Purplebricks might have a bigger problem than protecting its online reputation. The very future of the company appears to be uncertain, as its latest annual results showed losses of £52m and the company has seen 75 per cent of its share price wiped off since its peak in 2017.

In May, Purplebricks’ co-founder, Michael Bruce suddenly quit and later the same month the company shut its Australian branch. Two months later, it announced it was withdrawing from the US market – only a couple of years after starting operations there. Purplebricks says that the decision to exit the two businesses has “given us the opportunity to refocus on our UK and Canada businesses.”

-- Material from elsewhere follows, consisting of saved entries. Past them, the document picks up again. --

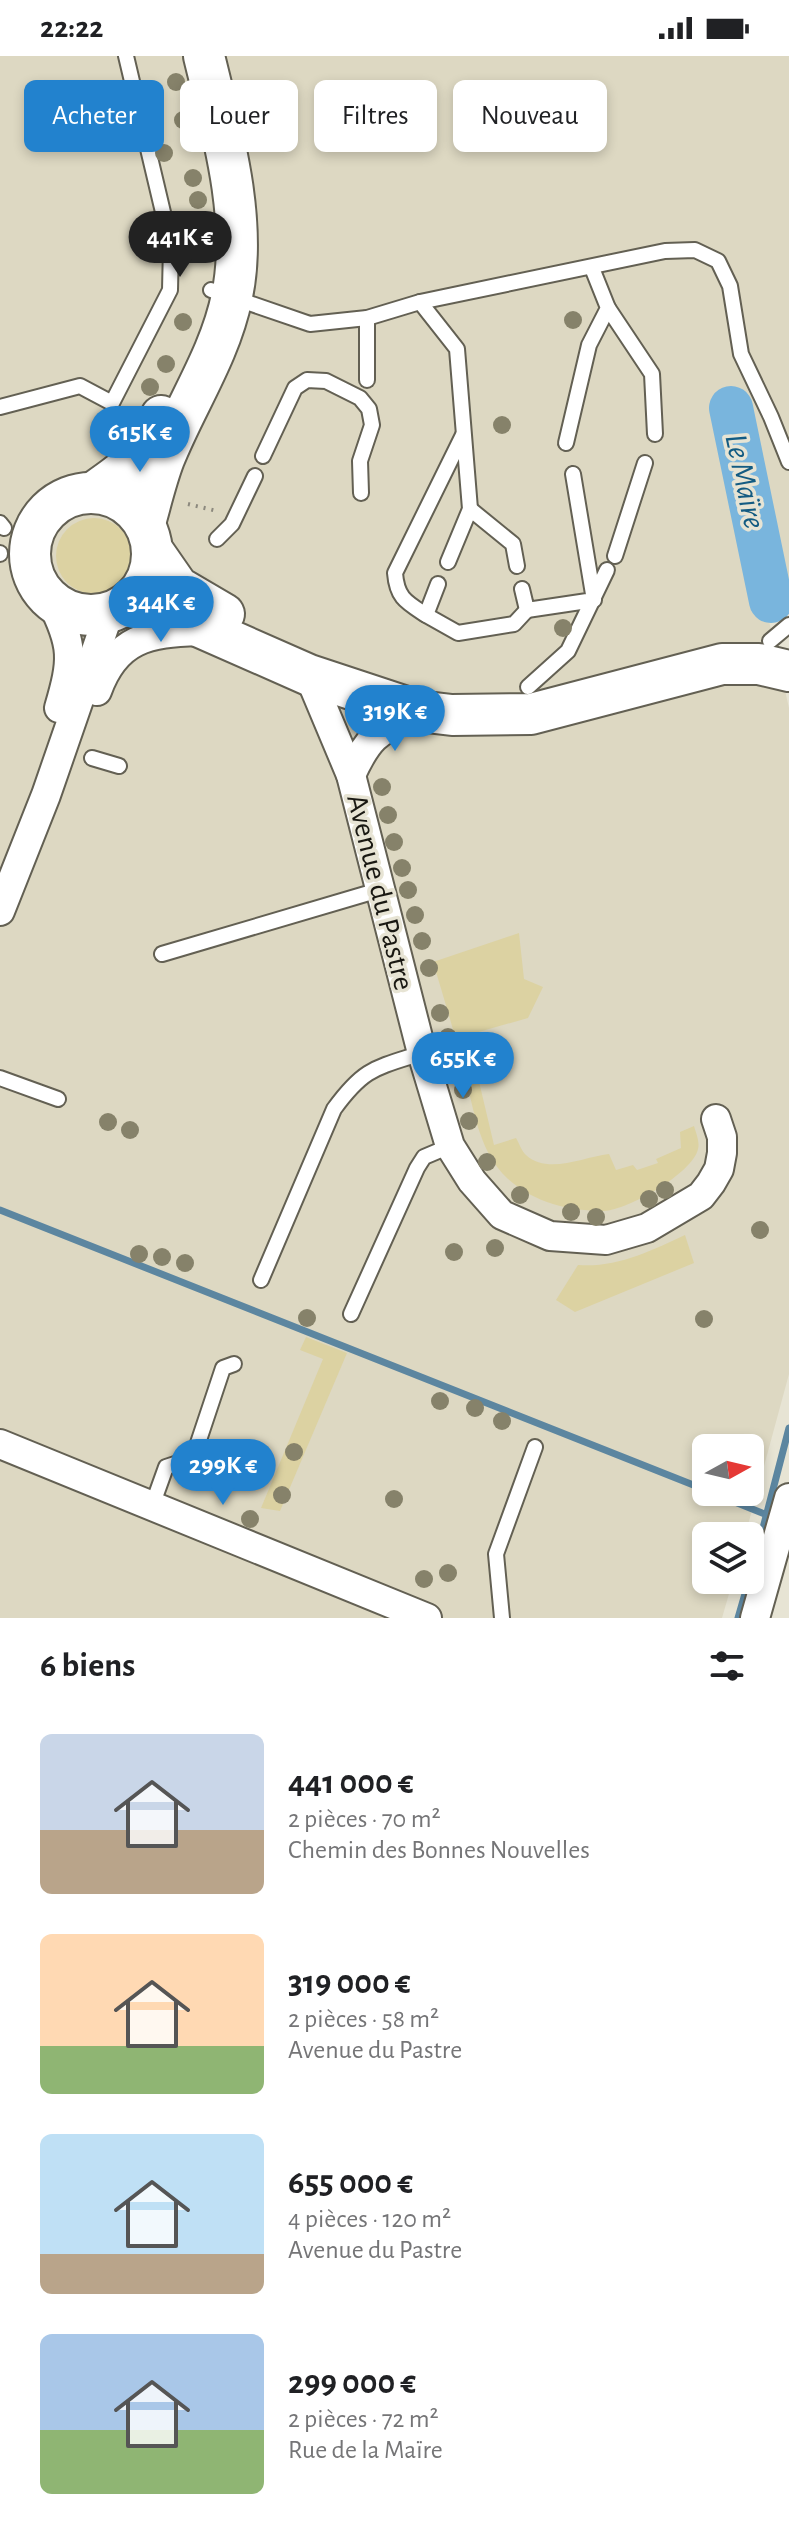 <!DOCTYPE html>
<html lang="fr">
<meta charset="utf-8">
<style>
body{margin:0;font-family:"Alegreya Sans",sans-serif;background:#f2f2f2;color:#202124;height:100vh;display:flex;flex-direction:column;font-size:30px;white-space:nowrap}
*{box-sizing:border-box;margin:0}
p{font-size:26px;color:#757577}
.icon{flex:none;width:44px;height:44px;fill:none;stroke:currentColor;stroke-width:2;stroke-linecap:round;stroke-linejoin:round}
.map{position:relative;height:1562px;overflow:hidden}
.drawer{display:flex;flex-direction:column;background:#fff;flex:1}
.drawer>*{flex:none}
.hud{position:absolute;left:24px;top:24px;width:742px;height:72px;display:flex;gap:16px}
.needle{width:52px;rotate:82deg}
.tools{position:absolute;left:692px;top:1378px;display:grid;gap:16px}
.tools a{display:grid;place-items:center;width:72px;height:72px;border-radius:12px;background:#fff;box-shadow:0 4px 12px #0003;font-size:40px}
.price{position:absolute;translate:-50% -68px;padding:0 18px;border-radius:28px;background:#2282ce;color:#fff;font-size:26px;line-height:52px;filter:drop-shadow(0 2px 4px #0008)}
.price::after{content:'';position:absolute;left:50%;top:48px;width:24px;height:18px;margin-left:-12px;background:inherit;clip-path:polygon(0 0,100% 0,50% 100%)}
.price.active{background:#222;color:#fff}
ul{padding:0;list-style:none}
li{display:flex;align-items:center;gap:24px;height:200px;padding:0 40px}
li span{display:grid;place-items:center;flex:none;width:224px;height:160px;border-radius:12px;color:#555}
li>.icon{margin-inline-start:auto}
span .icon{width:96px;height:96px;fill:#fffc;stroke-width:1}
li b{font-size:34px}
h2{display:flex;justify-content:space-between;align-items:center;height:96px;padding:0 40px;font-size:34px}
.chip{padding:0 28px;border-radius:12px;background:#fff;box-shadow:0 4px 12px #0003;font-size:28px;line-height:72px}
.chip.active{background:#2282ce;color:#fff}
.status{display:flex;justify-content:space-between;align-items:center;height:56px;padding:0 40px;background:#fff;direction:ltr}
.status svg{height:22px;fill:currentColor}
.map>svg:first-child{display:block}
</style>
<div class="status"><b>22:22</b><svg viewBox="0 0 49 12"><path d="M0 12V9h3v3zM5 12V6h3v6zM10 12V3h3v9zM15 12V0h3v12zM26 1h20v11H26zM47 4h2v5h-2z"/></svg></div>
<div class="map">
<svg width="789" height="1562" viewBox="0 0 789 1562">
<rect width="100%" height="100%" fill="#e7e4d4"/>
<!-- built -->
<path fill="#ddd8c2" fill-rule="evenodd" d="M0 0H789V551L767 556 789 652V1318L745 1480H706V1524H733L722 1562H0ZM706 1392H750V1436H706Z"/>
<!-- green -->
<g fill="#dcd2a2">
<circle cx="94" cy="500" r="38"/>
<path d="M519 877 524 923 543 931 528 962 468 979 494 1089 516 1082C519 1087 522 1096 526 1099 548 1119 583 1101 609 1098L616 1114 633 1109 637 1114 658 1107 656 1103 681 1092 680 1076 694 1070C696 1077 700 1086 698 1093 693 1117 628 1154 604 1155 569 1155 535 1147 508 1123 476 1093 473 1046 462 1006 453 972 443 939 433 906Z"/>
<path d="M685 1179 694 1207 575 1256 556 1244 578 1209C616 1212 651 1195 685 1179Z"/>
<path d="M306 1281 347 1297 280 1455 261 1452 323 1303 300 1294Z"/>
</g>
<g fill="none" stroke-linecap="round" stroke-linejoin="round">
<!-- stream -->
<g stroke="#5c86a0" stroke-width="7">
<path d="M0 1154 706 1434"/>
<path d="M710 1436 767 1459"/>
<path d="M750 1522 789 1372"/>
<path d="M738 1562 749 1524"/>
</g>
<!-- river -->
<path stroke="#79b5dd" stroke-width="44" d="M731 352 771 545"/>
<defs>
<g id="lane">
<path d="M211 234 310 268 367 262 420 246 665 195 695 194 718 205 730 230 741 298 771 361 789 406"/>
<path d="M420 246 457 293 470 453 448 506"/>
<path d="M608 252 652 318 655 378"/>
<path d="M367 324V262"/>
<path d="M0 351 80 330 112 347 170 234 171 190 126 0"/>
<path d="M566 387 589 289 608 252 592 212"/>
<path d="M263 400 295 332 307 324 326 325 360 342 369 353 372 369 360 405 361 437"/>
<path d="M470 453 513 488 517 510"/>
<path d="M0 467 4 472"/>
<path d="M217 483 232 468 255 420"/>
<path d="M0 498V497"/>
<path d="M615 500 645 407"/>
<path d="M438 528 426 559 458 577 514 568 527 554"/>
<path d="M522 533 527 554 594 544 573 418"/>
<path d="M426 559C406 546 397 542 395 517L463 379"/>
<path d="M770 585 789 569"/>
<path d="M528 631 568 595 607 514"/>
<path d="M92 702 119 710"/>
<path d="M162 898 379 834"/>
<path d="M0 1022 58 1043"/>
<path d="M261 1224 334 1053C364 1012 375 1012 422 997"/>
<path d="M351 1258 417 1112 424 1101 450 1090"/>
<path d="M152 1450 166 1411 193 1402 223 1312 234 1308"/>
<path d="M502 1562 496 1498 535 1391"/>
</g>
<g id="street">
<path d="M51 545C74 590 73 604 59 652"/>
<path d="M309 619 351 719 422 997 450 1090 472 1125 502 1159 550 1180 606 1184 647 1172 701 1140 711 1127 719 1113 722 1097V1081L716 1063"/>
<path d="M97 635C116 582 148 577 199 575"/>
<path d="M351 719C370 677 379 676 418 655"/>
<path d="M0 855 46 739 109 557"/>
<path d="M0 1388 427 1562"/>
<path d="M755 1562 789 1442"/>
</g>
<g id="secondary">
<path d="M94 436C133 409 141 404 161 360"/>
<circle cx="91" cy="498" r="61"/>
<path d="M145 467C151 446 156 424 164 403 186 348 220 299 232 240 248 165 222 74 204 0"/>
<path d="M153 495 178 531 224 558"/>
<path d="M124 550 166 556 309 619 418 655 452 659 531 658 722 608H759L789 615"/>
</g>
</defs>
<!-- lane casing -->
<use href="#lane" stroke="#636053" stroke-width="18"/>
<!-- street casing -->
<use href="#street" stroke="#636053" stroke-width="32"/>
<!-- secondary casing -->
<use href="#secondary" stroke="#636053" stroke-width="44"/>
<!-- path -->
<g stroke="#8c897e" stroke-width="4" stroke-dasharray="2 6" stroke-linecap="butt">
<path d="M102 368 116 376"/>
<path d="M188 448 217 455"/>
</g>
<!-- lane -->
<use href="#lane" stroke="#fff" stroke-width="14"/>
<!-- street -->
<use href="#street" stroke="#fff" stroke-width="28"/>
<!-- secondary -->
<use href="#secondary" stroke="#fff" stroke-width="40"/>
</g>
<!-- trees -->
<g fill="#86826a">
<circle cx="176" cy="26" r="9"/>
<circle cx="183" cy="64" r="9"/>
<circle cx="164" cy="97" r="9"/>
<circle cx="193" cy="122" r="9"/>
<circle cx="198" cy="144" r="9"/>
<circle cx="573" cy="264" r="9"/>
<circle cx="183" cy="266" r="9"/>
<circle cx="166" cy="308" r="9"/>
<circle cx="150" cy="331" r="9"/>
<circle cx="133" cy="368" r="9"/>
<circle cx="502" cy="369" r="9"/>
<circle cx="563" cy="572" r="9"/>
<circle cx="382" cy="731" r="9"/>
<circle cx="388" cy="759" r="9"/>
<circle cx="394" cy="786" r="9"/>
<circle cx="402" cy="812" r="9"/>
<circle cx="408" cy="834" r="9"/>
<circle cx="415" cy="859" r="9"/>
<circle cx="422" cy="885" r="9"/>
<circle cx="429" cy="912" r="9"/>
<circle cx="440" cy="957" r="9"/>
<circle cx="448" cy="981" r="9"/>
<circle cx="454" cy="1011" r="9"/>
<circle cx="463" cy="1034" r="9"/>
<circle cx="469" cy="1065" r="9"/>
<circle cx="108" cy="1066" r="9"/>
<circle cx="130" cy="1074" r="9"/>
<circle cx="487" cy="1106" r="9"/>
<circle cx="665" cy="1134" r="9"/>
<circle cx="520" cy="1139" r="9"/>
<circle cx="649" cy="1143" r="9"/>
<circle cx="571" cy="1156" r="9"/>
<circle cx="596" cy="1161" r="9"/>
<circle cx="760" cy="1174" r="9"/>
<circle cx="495" cy="1192" r="9"/>
<circle cx="454" cy="1196" r="9"/>
<circle cx="139" cy="1198" r="9"/>
<circle cx="162" cy="1201" r="9"/>
<circle cx="185" cy="1207" r="9"/>
<circle cx="307" cy="1262" r="9"/>
<circle cx="704" cy="1263" r="9"/>
<circle cx="440" cy="1345" r="9"/>
<circle cx="475" cy="1352" r="9"/>
<circle cx="502" cy="1365" r="9"/>
<circle cx="294" cy="1396" r="9"/>
<circle cx="282" cy="1439" r="9"/>
<circle cx="394" cy="1443" r="9"/>
<circle cx="250" cy="1463" r="9"/>
<circle cx="448" cy="1517" r="9"/>
<circle cx="424" cy="1523" r="9"/>
</g>
<g text-anchor="middle" stroke-width="7" stroke-linejoin="round" paint-order="stroke">
<!-- street labels -->
<g font-size="30" fill="#191812" stroke="#e7e4d4">
<text transform="translate(381 836) rotate(76)" y="10">Avenue du Pastre</text>
</g>
<!-- water labels -->
<g font-size="32" font-style="italic" fill="#135b82" stroke="#e7e4d4">
<text transform="translate(746 425) rotate(78)" y="11">Le Maïre</text>
</g>
</g>
</svg>
<div class="tools">
<a><svg class="needle" viewBox="-14 -14 28 28"><path d="M0-13l5 13h-10z" fill="#e53935"/><path d="M0 13l5-13h-10z" fill="#757577"/></svg></a>
<a><svg class="icon" aria-label="layers" viewBox="0 0 24 24"><path d="M12 4l9 5-9 5-9-5zM3 14l9 5 9-5"/></svg></a>
</div>
<b class="price active" style="left:180px;top:223px">441K €</b>
<b class="price" style="left:140px;top:418px">615K €</b>
<b class="price" style="left:161px;top:588px">344K €</b>
<b class="price" style="left:395px;top:697px">319K €</b>
<b class="price" style="left:463px;top:1044px">655K €</b>
<b class="price" style="left:223px;top:1451px">299K €</b>
<div class="hud">
<a class="chip active">Acheter</a>
<a class="chip">Louer</a>
<a class="chip">Filtres</a>
<a class="chip">Nouveau</a>
</div>
</div>
<section class="drawer">
<h2>6 biens<svg class="icon" aria-label="filters" viewBox="0 0 24 24"><path d="M4 7h16M4 17h16"/><circle cx="9" cy="7" r="2"/><circle cx="15" cy="17" r="2"/></svg></h2>
<ul>
<li><span style="background:linear-gradient(#c9d6e8 60%,#b9a48a 0)"><svg class="icon" aria-label="home" viewBox="0 0 24 24"><path d="M3 11l9-7 9 7M6 9v11h12V9"/></svg></span><div><b>441 000 €</b><p>2 pièces · 70 m²</p><p>Chemin des Bonnes Nouvelles</p></div></li>
<li><span style="background:linear-gradient(#ffd9b3 70%,#8fb573 0)"><svg class="icon" aria-label="home" viewBox="0 0 24 24"><path d="M3 11l9-7 9 7M6 9v11h12V9"/></svg></span><div><b>319 000 €</b><p>2 pièces · 58 m²</p><p>Avenue du Pastre</p></div></li>
<li><span style="background:linear-gradient(#bfe0f5 75%,#b9a48a 0)"><svg class="icon" aria-label="home" viewBox="0 0 24 24"><path d="M3 11l9-7 9 7M6 9v11h12V9"/></svg></span><div><b>655 000 €</b><p>4 pièces · 120 m²</p><p>Avenue du Pastre</p></div></li>
<li><span style="background:linear-gradient(#a9c7e8 60%,#8fb573 0)"><svg class="icon" aria-label="home" viewBox="0 0 24 24"><path d="M3 11l9-7 9 7M6 9v11h12V9"/></svg></span><div><b>299 000 €</b><p>2 pièces · 72 m²</p><p>Rue de la Maïre</p></div></li>
</ul>
</section>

Purplebricks is not the only property agent struggling. According to a survey by the accountancy firm Moore Stephens, 27 per cent of estate agents are in “financial distress”. In April, Chris Wood shut his own estate agency after 18 years. Although he has left the property world and hasn’t heard from Purplebricks’ lawyers since responding to their letter, he still keeps a close eye on them. “I’ve spent a lot of my time, far too much of my time, when I should have been selling houses, looking at these things,” he says. “But I want to see justice. I just want justice to be done.”